Three International Space Station crew members are on the eve of their return to Earth aboard the Soyuz TMA-18M spacecraft, aiming for a parachute-assisted landing in the snow-covered steppe of Kazakhstan Tuesday night.
Returning aboard the Soyuz capsule are the year-long crew members Scott Kelly and Mikhail Kornienko who are setting the record for the longest flight to the International Space Station in a mission dedicated to exploring the effects of the space environment on the human body beyond the six-month threshold that has been the typical flight duration for ISS crews before them. Sitting between the two one-year crew members will be veteran Soyuz commander Sergei Volkov, returning to Earth after his third long-duration flight to ISS.
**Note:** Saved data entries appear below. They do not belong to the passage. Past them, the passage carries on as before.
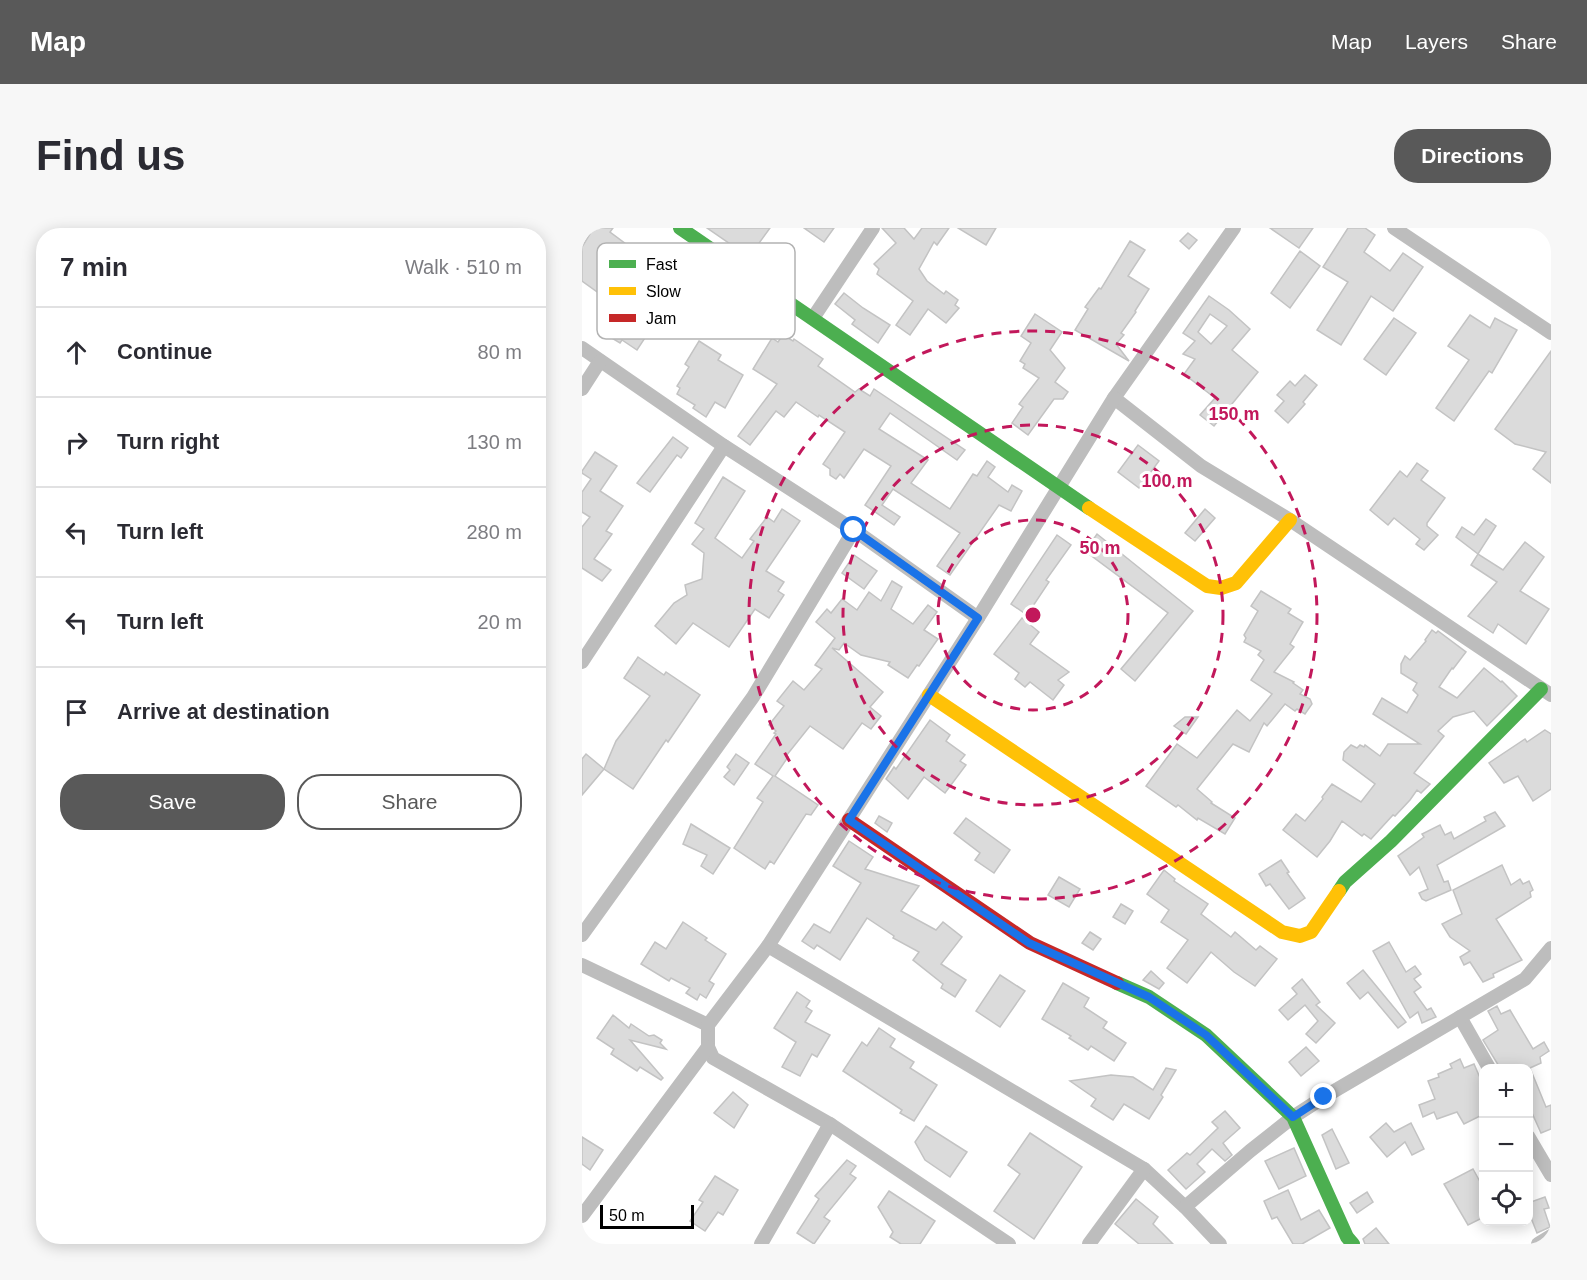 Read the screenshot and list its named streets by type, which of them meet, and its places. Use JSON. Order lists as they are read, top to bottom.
{
  "legend": ["Fast", "Slow", "Jam"],
  "scale_bar": "50 m",
  "page": {
    "header": "Map",
    "nav": ["Map", "Layers", "Share"],
    "buttons": [
      "Directions",
      ["Save", "Share"]
    ],
    "title": "Find us",
    "heading": ["7 min", "Walk · 510 m"],
    "list": [
      ["Continue", "80 m"],
      ["Turn right", "130 m"],
      ["Turn left", "280 m"],
      ["Turn left", "20 m"],
      "Arrive at destination"
    ],
    "map_buttons": ["+", "−"],
    "scale": "50 m"
  },
  "rings": ["150 m", "100 m", "50 m"]
} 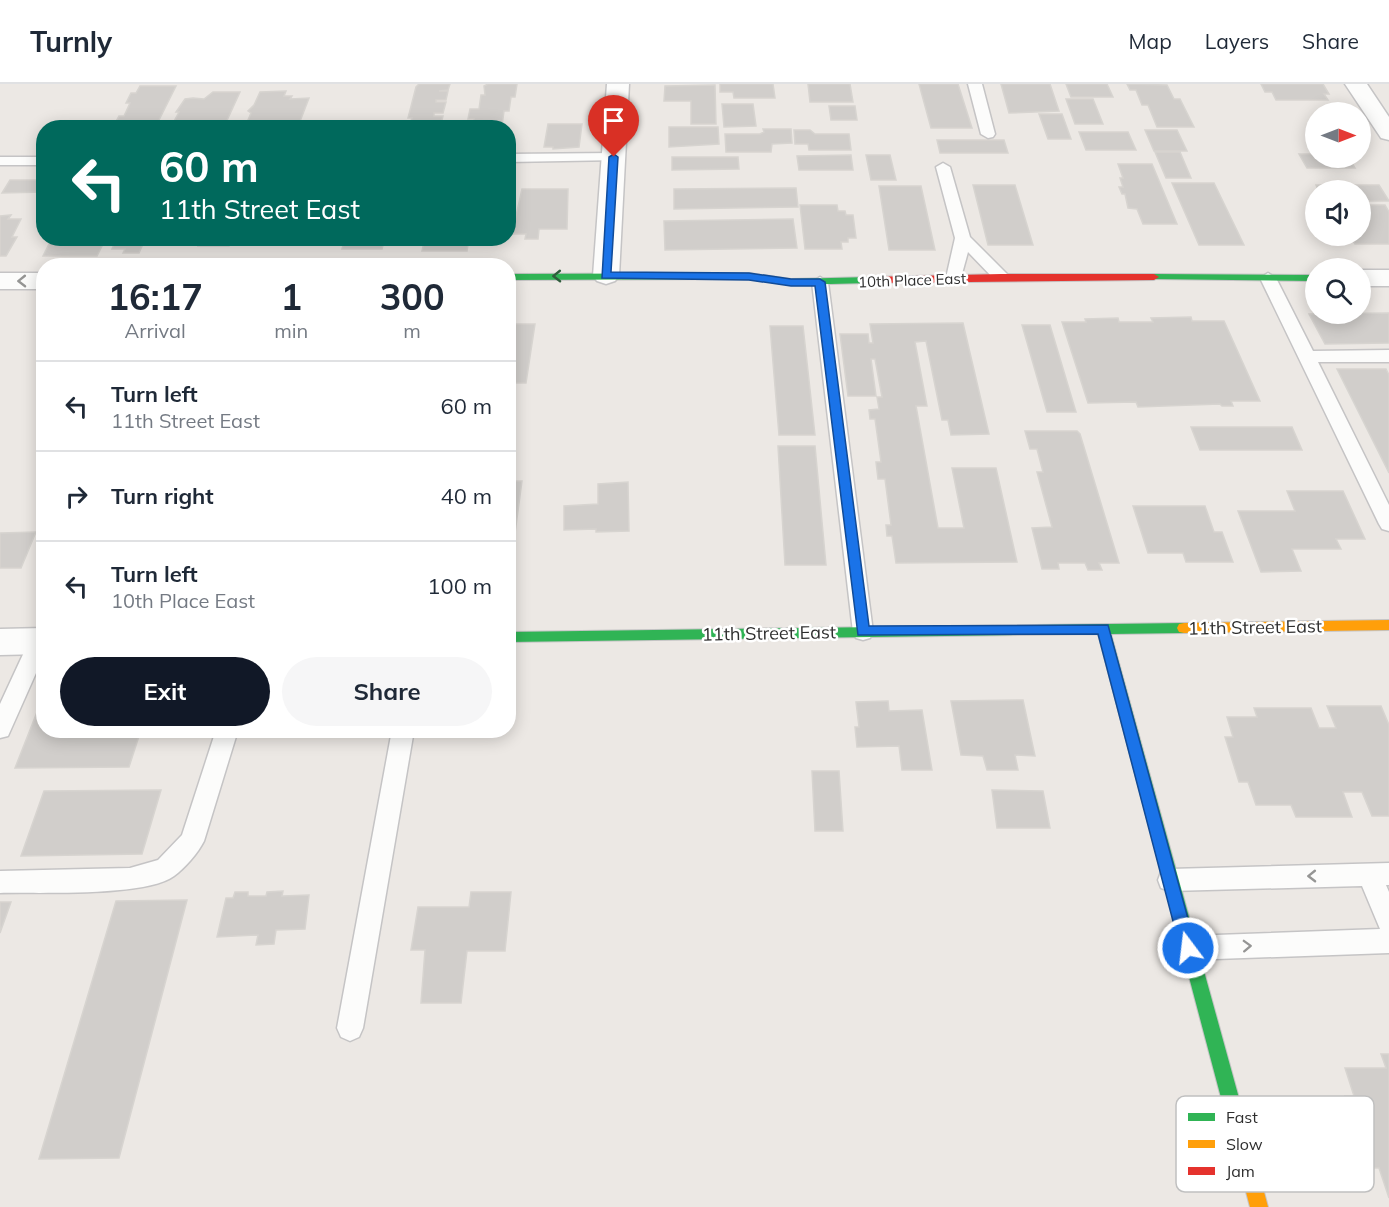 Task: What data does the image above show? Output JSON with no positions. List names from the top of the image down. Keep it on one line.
{"streets":{"street":["10th Place East","11th Street East"]},"legend":["Fast","Slow","Jam"],"north":"right","page":{"header":"Turnly","nav":["Map","Layers","Share"],"turn":["60 m","11th Street East"],"eta":["16:17","Arrival","1","min","300","m"],"list":[{"name":"Turn left","note":"11th Street East","value":"60 m"},{"name":"Turn right","value":"40 m"},{"name":"Turn left","note":"10th Place East","value":"100 m"}],"buttons":["Exit","Share"]}} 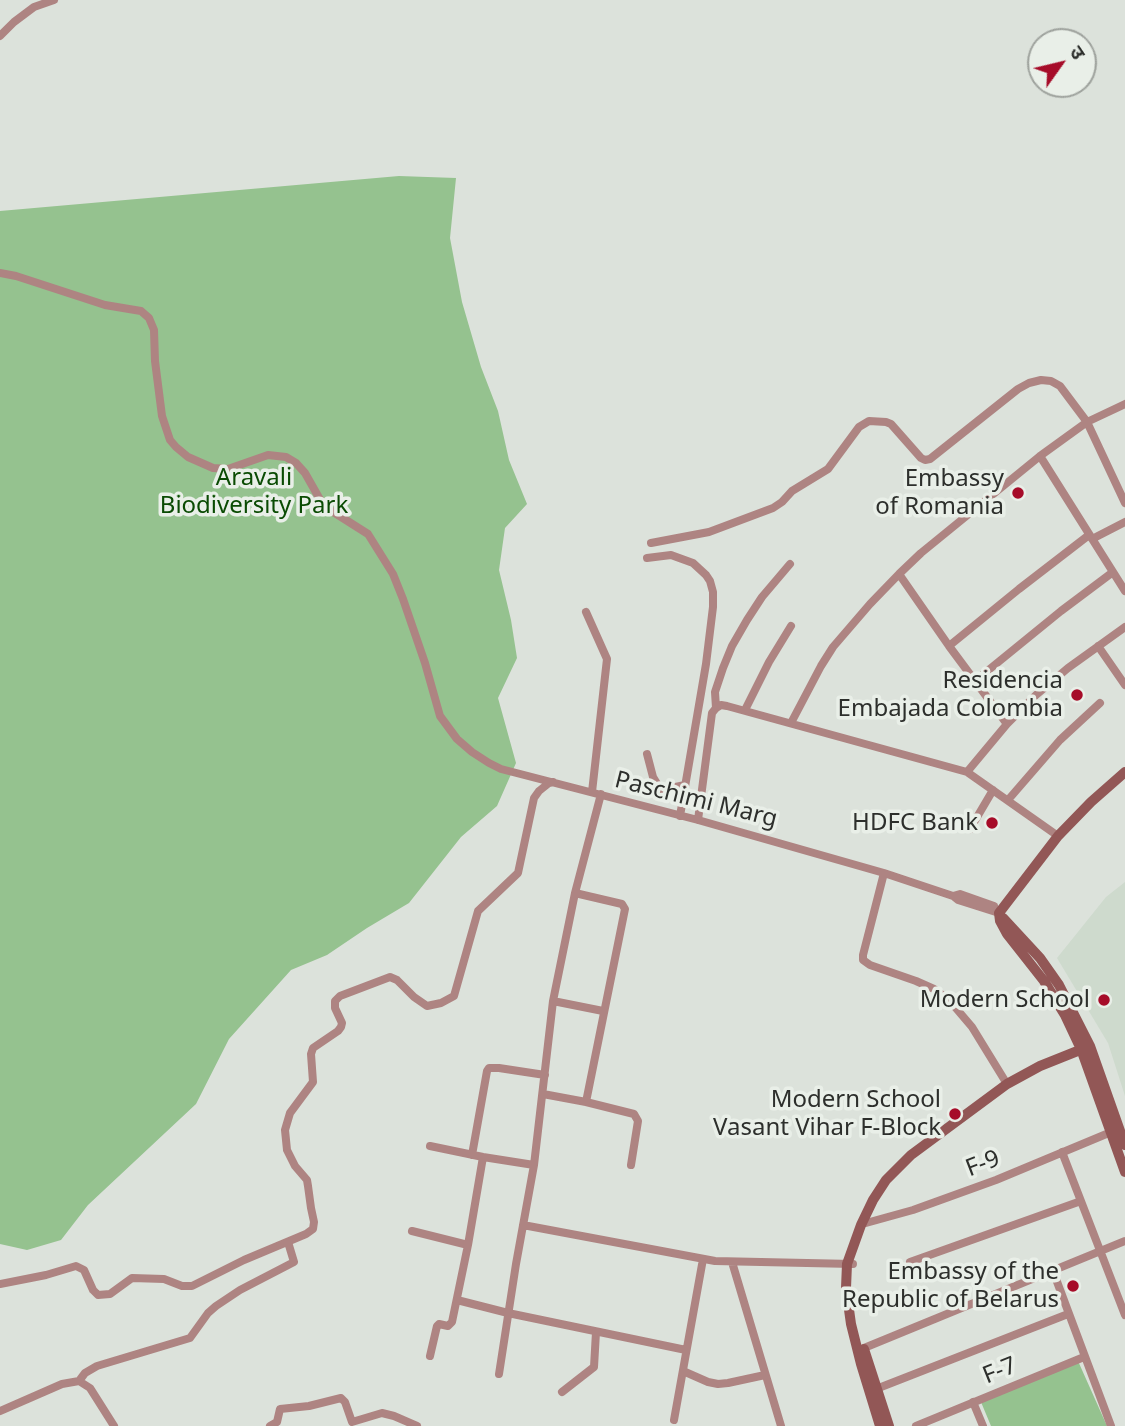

Scott Kelly handed command of the Space Station over to Astronaut Tim Kopra on Monday as Expedition 46 winds down, although the official transition to ISS Increment 47 will not come until the three departing crew members set sail aboard their Soyuz spacecraft at 01:02 UTC on Wednesday, marking the start of a short free flight. Soyuz TMA-18M will fire its engines at 3:32 UTC to begin a 25-minute free fall towards the atmosphere ahead of a blazing re-entry to set the stage for landing at 4:25 UTC, marking the homecoming a record-setting ISS crew.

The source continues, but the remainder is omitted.